Incontro una sera l’insegnante di Lettere di un liceo lombardo, venuto qui per vedere una lettera di Manzoni a Goethe, qui esposta, e una traduzione tedesca del Cinque Maggio, dal nostro poeta nazionale fatta appositamente tradurre - ancora non si sa da chi, ma il mio nuovo amico ha in mente di scoprirlo e lo farà - per il genio di Weimar; sediamo in una birreria fino all’ora di chiusura (non serve certo qui essere nottambuli per farlo) a parlare di progetti e spettacoli, attività di insegnamento della storia e della cultura ebraica che potremo proporre ai suoi studenti e colleghi nel lungo autunno della Valtellina, durante mattine nebbiose in cui questa estate e questa serata di birra, klezmer e acquavite saranno un dolcissimo e lontano ricordo.

Con un’altra nuova amica di Strasburgo siedo - sempre nel cortile dell’ostello - un’altra sera fino a tardi a parlare di canzoni popolari e dialetto alsaziano, del Pomul Verde, il primo teatro yiddish dell’era moderna, fondato nel 1876 da Abraham Goldfaden a Iasi, in Romania. Ricordiamo Budapest - dove lei ha vissuto e che io ho spesso visitato - e il suo centro-sociale/sinagoga/casa-occupata: Aurora, un luogo unico in Europa - periodicamente distrutto dai neo-nazisti ungheresi e costantemente ricostruito dai giovani militanti - dove ho pregato, fumato, insegnato, cantato e bevuto con amiche e amici nelle lunghe notti ungheresi, in quel miscuglio originalissimo di rinascita ebraica e controcultura anti-fascista che solo la comunità di Budapest, con i suoi 80.000 ebrei quasi tutti laici, oggi offre.

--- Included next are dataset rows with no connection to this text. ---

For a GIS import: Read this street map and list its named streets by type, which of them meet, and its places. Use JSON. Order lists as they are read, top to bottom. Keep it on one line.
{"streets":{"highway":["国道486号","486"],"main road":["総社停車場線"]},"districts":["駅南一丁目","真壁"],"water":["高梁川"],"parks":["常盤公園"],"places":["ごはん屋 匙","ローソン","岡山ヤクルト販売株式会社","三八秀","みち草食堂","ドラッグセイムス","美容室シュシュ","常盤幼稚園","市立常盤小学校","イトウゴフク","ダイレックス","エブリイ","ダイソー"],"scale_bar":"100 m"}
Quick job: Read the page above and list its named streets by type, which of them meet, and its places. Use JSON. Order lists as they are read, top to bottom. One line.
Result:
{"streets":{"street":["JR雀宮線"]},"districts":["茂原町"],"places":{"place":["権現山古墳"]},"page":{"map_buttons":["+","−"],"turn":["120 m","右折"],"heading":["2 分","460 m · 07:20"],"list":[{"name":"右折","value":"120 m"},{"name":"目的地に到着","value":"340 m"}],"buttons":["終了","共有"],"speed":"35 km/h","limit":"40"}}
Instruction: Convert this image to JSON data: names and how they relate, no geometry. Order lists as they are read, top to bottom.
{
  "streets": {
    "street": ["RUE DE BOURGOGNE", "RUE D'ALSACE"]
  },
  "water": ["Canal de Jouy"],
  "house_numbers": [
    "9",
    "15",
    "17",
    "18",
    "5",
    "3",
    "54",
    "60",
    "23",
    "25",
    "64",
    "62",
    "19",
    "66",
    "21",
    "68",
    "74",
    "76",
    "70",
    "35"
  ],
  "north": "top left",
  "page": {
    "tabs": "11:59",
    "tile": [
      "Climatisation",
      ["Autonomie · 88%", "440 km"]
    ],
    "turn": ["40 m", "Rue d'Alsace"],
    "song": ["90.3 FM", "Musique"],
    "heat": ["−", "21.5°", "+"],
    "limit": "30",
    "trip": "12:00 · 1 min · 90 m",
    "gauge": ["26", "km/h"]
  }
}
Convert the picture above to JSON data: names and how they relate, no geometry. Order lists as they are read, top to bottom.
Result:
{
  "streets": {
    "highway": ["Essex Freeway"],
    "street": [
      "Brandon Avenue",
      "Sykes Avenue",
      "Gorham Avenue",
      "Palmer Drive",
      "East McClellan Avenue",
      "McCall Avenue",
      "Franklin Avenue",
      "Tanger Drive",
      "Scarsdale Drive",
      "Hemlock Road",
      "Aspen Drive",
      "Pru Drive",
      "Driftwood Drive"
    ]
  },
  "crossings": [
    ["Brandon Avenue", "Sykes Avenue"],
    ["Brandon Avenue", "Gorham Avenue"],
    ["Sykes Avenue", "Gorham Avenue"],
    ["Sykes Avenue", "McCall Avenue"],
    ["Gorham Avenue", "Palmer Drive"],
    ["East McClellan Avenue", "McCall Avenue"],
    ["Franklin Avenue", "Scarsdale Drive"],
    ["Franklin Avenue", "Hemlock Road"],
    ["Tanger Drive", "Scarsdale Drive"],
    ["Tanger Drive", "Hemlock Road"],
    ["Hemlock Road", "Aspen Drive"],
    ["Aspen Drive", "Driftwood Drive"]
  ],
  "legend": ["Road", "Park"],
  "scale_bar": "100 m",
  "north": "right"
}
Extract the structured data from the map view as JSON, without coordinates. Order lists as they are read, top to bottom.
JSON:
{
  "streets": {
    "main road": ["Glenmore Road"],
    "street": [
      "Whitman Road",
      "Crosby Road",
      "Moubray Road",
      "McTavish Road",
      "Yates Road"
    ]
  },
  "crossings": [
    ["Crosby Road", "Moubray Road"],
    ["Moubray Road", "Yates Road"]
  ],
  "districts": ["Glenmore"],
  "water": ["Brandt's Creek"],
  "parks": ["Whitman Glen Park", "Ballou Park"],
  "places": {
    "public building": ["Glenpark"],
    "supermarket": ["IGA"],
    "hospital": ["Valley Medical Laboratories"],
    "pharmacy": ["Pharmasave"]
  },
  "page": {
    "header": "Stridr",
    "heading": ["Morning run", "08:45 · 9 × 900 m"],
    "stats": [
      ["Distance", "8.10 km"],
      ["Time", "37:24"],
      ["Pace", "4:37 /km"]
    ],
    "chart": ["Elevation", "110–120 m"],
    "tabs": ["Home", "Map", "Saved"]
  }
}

Weimar ha anche un minuscolo cimitero ebraico, dove crescono alberi di mele e di prugne, sotto a uno dei quali mi addormento dopo aver partecipato a uno strano rito di antiche origini est-europee: percorrere il perimetro del cimitero svolgendo una matassa di filo, che sarà poi conservata e bruciata alla vigilia di Kippur, il Giorno dell’Espiazione. Secondo Annie, la cantante e yiddishista che ci conduce, era una prassi femminile, che serviva a separare i morti dai vivi, assicurando a questi ultimi un anno di pace e guarigione in tempo di sventure e pestilenze: pare adatto anche a questo nostro, di anno pandemico. Alla fine del rito - che evidentemente svolgo con grande partecipazione - sono così stanca che dormo lì nel cimitero sotto un albero finché mi sveglia la pioggia. Alla fine, nonostante tutte le bellissime cose e le persone fantastiche incontrate qui, mi manca il “mio”, di yiddishista, quello rosso e russo, mi manca da morire, perché qui ci siamo incontrati, conosciuti, innamorati, amati. È lontano, in Quebec, ma lo sento come fosse qui con me in ogni strada, in ogni parola della lingua che lui tanto bene conosce e insegna, in ogni canzone che lui suona e canta con tanto sentimento. Mi manca, e passeggio per il parco dove salutavamo assieme le lucciole di notte, immaginando di trovarlo dietro ogni cespuglio, arrampicato su un albero, o sdraiato su un prato, con i capelli rossi al sole. “Nessun luogo è più inabitabile di uno in cui siamo stati felici”, mi scrive mia zia Mara, citando Pavese in risposta alle mie malinconiche lettere.

Forse il segreto di Yiddishland è questo: è un non-luogo, e in quanto tale può essere abitato ovunque, ce lo si porta dietro, come il guscio di una lumaca.